Analysis

Can Fossil Fuel-Dependent Central Asia Reach Climate Goals?

Davis Center visiting scholar Rahat Sabyrbekov explores the region’s climate change challenges, spotlighting original work on decarbonization efforts in the region.

Central Asia is in dire need of comprehensive greening initiatives to address the consequences of climate change. How will regional governments overcome the enormous obstacles in their way? On one hand, Central Asian leaders recently renewed their climate policy commitments, including ambitious goals for slashing greenhouse gases; this reflects, perhaps, a growing awareness of the devastating impacts of climate change for their countries — intense heat waveswater stress, and shrinking glaciers among them. The reality on the ground, however, looks far less optimistic, with Central Asian economies still heavily reliant on fossil fuels, as both producers and consumers. One vivid illustration of the tension between aims and practice can be found in data on the politically sensitive fuel subsidies long relied on by the region’s postcommunist states.
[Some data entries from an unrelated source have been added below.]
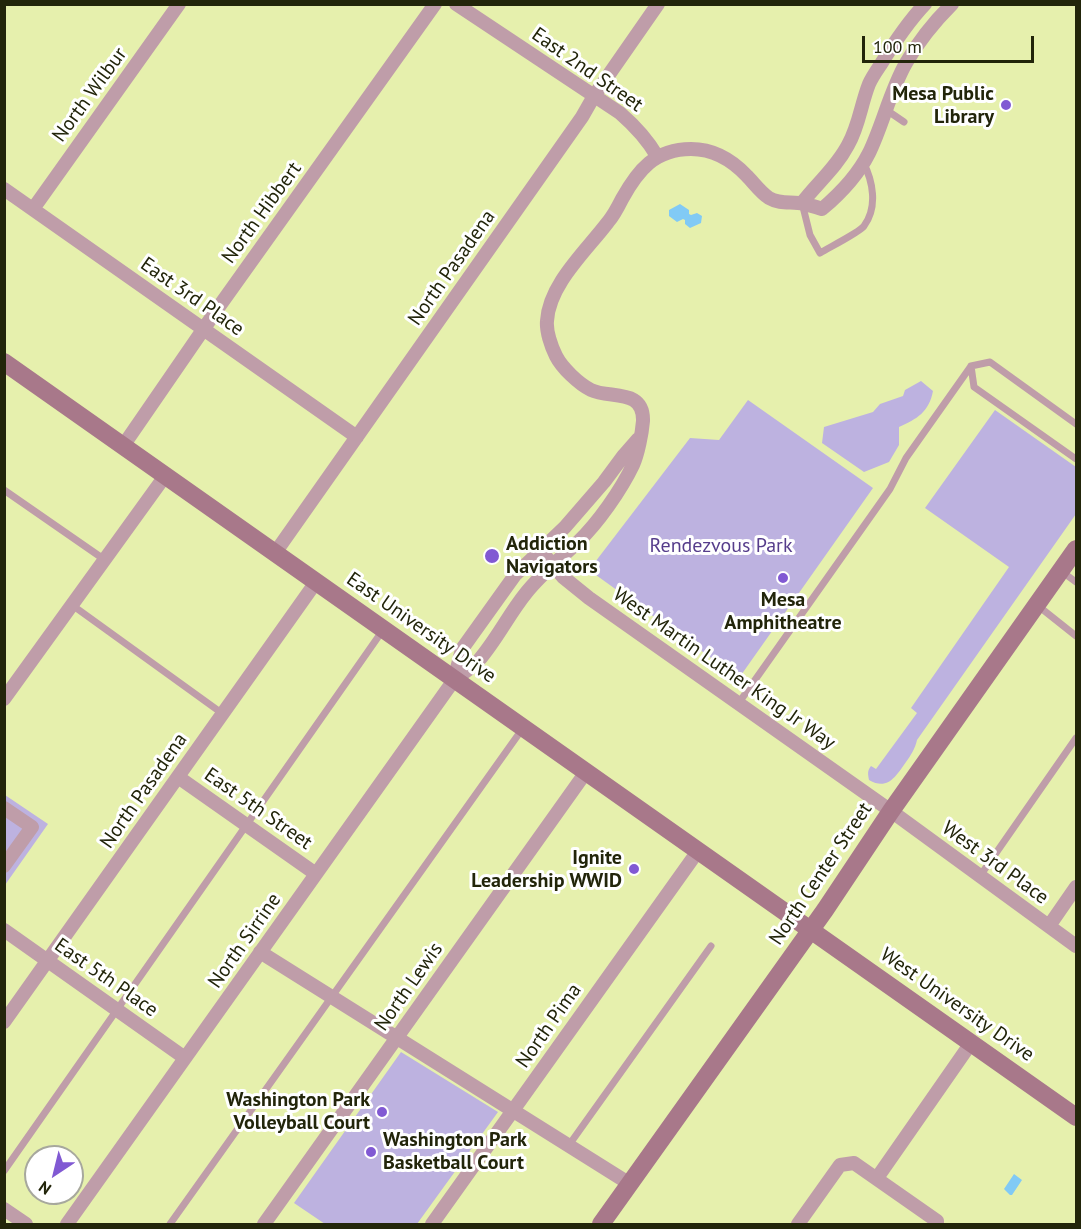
<!DOCTYPE html>
<html>
<head>
<meta charset="utf-8">
<style>
	body { margin:0 }
	#map { position:relative; width:1081px; height:1229px; overflow:hidden; background:#e6f0ad; font-family:"PT Sans",sans-serif }
	canvas { display:block }
	.frame { position:absolute; inset:0; border:6px solid #22250a; pointer-events:none }
	.north { position:absolute; left:24px; top:1145px; width:60px; height:60px; box-sizing:border-box; background:#fff; border:2px solid #a7a89d; border-radius:50%; rotate:215deg; font-size:16px; font-weight:700; line-height:24px; text-align:center; color:#22250a }
	.north::after { content:''; display:block; margin:auto; width:21px; height:27px; background:#8159d3; clip-path:polygon(50% 0,100% 100%,50% 72%,0 100%) }
	.scale { position:absolute; left:862px; top:36px; width:172px; height:27px; box-sizing:border-box; border:3px solid #22250a; border-top:0; padding-left:8px; font-size:18px; line-height:21px; white-space:nowrap; color:#22250a; -webkit-text-stroke:4px #fff; paint-order:stroke }
</style>
</head>
<body>
<div id="map">
<canvas width="1081" height="1229"></canvas>
<div class="frame"></div>
<div class="north">N</div>
<div class="scale">100 m</div>
</div>
<script>
const ctx = document.querySelector('canvas').getContext('2d');
ctx.lineJoin = 'round';
function fillPath(path, color) { ctx.fillStyle = color; ctx.fill(path, 'evenodd'); }
function strokePath(path, color, width, dash) { ctx.strokeStyle = color; ctx.lineWidth = width; ctx.lineCap = dash ? 'butt' : 'round'; ctx.setLineDash(dash || []); ctx.stroke(path); }
function write(font, color, halo, rows, align = 'center') {
  ctx.font = font + ' "PT Sans",sans-serif'; ctx.lineWidth = 6; ctx.setLineDash([]); ctx.textBaseline = 'middle'; ctx.strokeStyle = halo; ctx.fillStyle = color; for (const [text, x, y, turn = 0] of rows) {
    ctx.save(); ctx.translate(x, y); ctx.rotate((+turn || 0) * Math.PI / 180); ctx.textAlign = isNaN(turn) ? turn : align; if (halo) ctx.strokeText(text, 0, 0); ctx.fillText(text, 0, 0); ctx.restore();
  }
}
const green = new Path2D(`
	M921,381l12,10c-4,21 -16,28 -34,36v18l-10,17 -25,10 -42,-29 2,-16 49,-15 7,-8 23,-8 2,-6z
	M748,400l125,88 -134,190 -150,-108 101,-132 29,2z
	M995,410l81,57v47l-159,226c-2,9 -6,15 -11,22 -10,14 -18,29 -37,18 -1,-6 -2,-9 2,-14l5,3 41,-56 -6,-5 98,-141 -84,-59z
	M5,795l43,29 -43,61z
	M401,1052l97,60 -81,112h-92l-31,-21z`);
const water = new Path2D(`
	M680,204l9,6v4l2,1 6,-2 5,3 -1,7 -11,5 -5,-4v-4l-2,-1 -6,3 -8,-6v-6z
	M1014,1174l8,6 -10,15h-2l-6,-6z`);
const lane = new Path2D(`
	M885,109l19,13
	M802,203l8,32 10,18c8,-5 40,-21 44,-27 14,-19 9,-45 -1,-64
	M971,366l3,21 102,72
	M4,490l101,70
	M1061,571l15,11
	M72,605l151,109
	M1037,605l39,31
	M738,704l152,-215 16,-31 65,-92 19,-4 86,62
	M980,876l96,-138
	M569,1145l142,-199
	M4,1171l379,-541
	M170,1224l353,-496`);
const street = new Path2D(`
	M456,4l164,109c15,13 27,26 37,43
	M4,189l353,248
	M802,203c15,-20 34,-35 46,-58 11,-19 13,-41 21,-61 3,-7 8,-14 12,-20 13,-21 27,-42 44,-60
	M33,209l146,-205
	M123,446l95,-138 217,-304
	M541,551l22,26 26,21 302,213 185,135
	M275,553l307,-436 12,-21 64,-92
	M454,680l8,-31 53,-74 50,-48 39,-45 20,-27 14,-16
	M4,699l161,-223
	M178,777l138,97
	M4,808l28,19 -28,39
	M1049,926l27,-39
	M4,930l181,128
	M260,952l370,232
	M4,1022l312,-440
	M877,1178l94,-135
	M4,1209l22,15
	M67,1224l387,-544c8,-6 18,-12 25,-20 18,-21 30,-46 47,-67 15,-19 34,-34 52,-51 20,-19 43,-52 55,-77 5,-11 9,-32 10,-44 1,-33 -33,-22 -52,-31 -12,-6 -29,-22 -35,-34 -5,-10 -10,-25 -9,-35 2,-37 40,-71 61,-99 6,-7 10,-15 14,-23 16,-29 33,-50 69,-50 22,0 41,11 56,27 7,7 13,16 22,22 12,7 23,3 35,6 6,1 12,3 18,5 19,-16 36,-34 47,-56 14,-29 21,-62 37,-90 12,-21 29,-42 46,-59
	M264,1224l322,-452
	M432,1224l266,-373
	M798,1224l42,-59 14,-2 83,58v3`);
const secondary = new Path2D(`
	M4,362l1072,755
	M601,1224l224,-314 66,-99 185,-262`);
const markers = [
	[1006,105,6,"#8159d3"],
	[492,556,8,"#8159d3"],
	[783,578,6,"#8159d3"],
	[634,869,6,"#8159d3"],
	[382,1112,6,"#8159d3"],
	[371,1152,6,"#8159d3"]
];
const streetNames = [
	["East 2nd Street",587,70,35],
	["North Wilbur",90,95,-54],
	["North Hibbert",262,213,-54],
	["North Pasadena",452,268,-55],
	["East 3rd Place",192,297,35],
	["East University Drive",421,628,35],
	["West Martin Luther King Jr Way",724,669,35],
	["North Pasadena",144,791,-55],
	["East 5th Street",258,809,35],
	["West 3rd Place",995,863,36],
	["North Center Street",821,874,-56],
	["North Sirrine",245,941,-55],
	["East 5th Place",106,978,35],
	["North Lewis",409,987,-55],
	["West University Drive",957,1005,35],
	["North Pima",549,1026,-55]
];
const poiNames = [
	["Mesa Public",994,94],
	["Library",994,117],
	["Addiction",506,544,"left"],
	["Navigators",506,567,"left"],
	["Mesa",783,600,"center"],
	["Amphitheatre",783,623,"center"],
	["Ignite",622,858],
	["Leadership WWID",622,881],
	["Washington Park",370,1100],
	["Volleyball Court",370,1123],
	["Washington Park",383,1140,"left"],
	["Basketball Court",383,1163,"left"]
];
const parkNames = [
	["Rendezvous Park",721,546]
];
fillPath(green, '#bdb2e0');
fillPath(water, '#81caf5');
strokePath(lane, '#bf9da9', 7);
strokePath(street, '#bf9da9', 14);
strokePath(secondary, '#a8788a', 18);
for (const [x, y, r, color] of markers) { const dot = new Path2D(); dot.arc(x, y, r, 0, 2 * Math.PI); ctx.fillStyle = color; ctx.fill(dot); strokePath(dot, '#fff', 2); }
write('20px', '#22250a', '#fff', streetNames);
write('bold 20px', '#22250a', '#fff', poiNames, 'right');
write('20px', '#563d8b', '#fff', parkNames);
</script>
</body>
</html>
In promising developments, all five countries of Central Asia — Kazakhstan, Kyrgyzstan, Tajikistan, Turkmenistan, and Uzbekistan — banded together and made a strong showing at December’s COP28 climate conference in Dubai. Their shared pavilion featured 270 speakers and drew over 3,000 visitors. Typically insular Turkmenistan, which holds some of the world’s largest natural gas reserves, pledged to cut its staggering methane emissions, reportedly the world’s fourth-largest. Oil-rich Kazakhstan (in 12th place worldwide) did the same, plus — aiming to raise the share of renewable energy used domestically from today’s 6% to 15% by 2030 — Astana clinched at least three international deals promoting investments in wind power.

Meanwhile, the challenges for Central Asia — where temperatures are rising more than in other parts of the world — remain steep, as my colleagues and I have written in our recently published open-access book Introduction to Climate Change in Central Asia. The biggest challenges include: limited state capacity to tackle climate change impacts, made worse by population growth, corruption, and a dearth of relevant scholarship; leaky and otherwise inefficient infrastructure, desperately in need of modernization and better management; insufficient regional collaboration, particularly in managing water resources; and weak efforts at decarbonization that make a large-scale transition to clean energy unlikely in the near term. 

To illustrate Central Asia’s decarbonization challenges I will limit myself here to the telling data on fossil fuel subsidies, though there is no shortage of other examples — from growing coal consumption to simultaneous investment in clean energy and fossil fuels. Such subsidies are alarmingly high — triple the world average. The chart below shows total implicit and explicit fossil fuel subsidies, calculated by the International Monetary Fund, as a share of countries’ GDP.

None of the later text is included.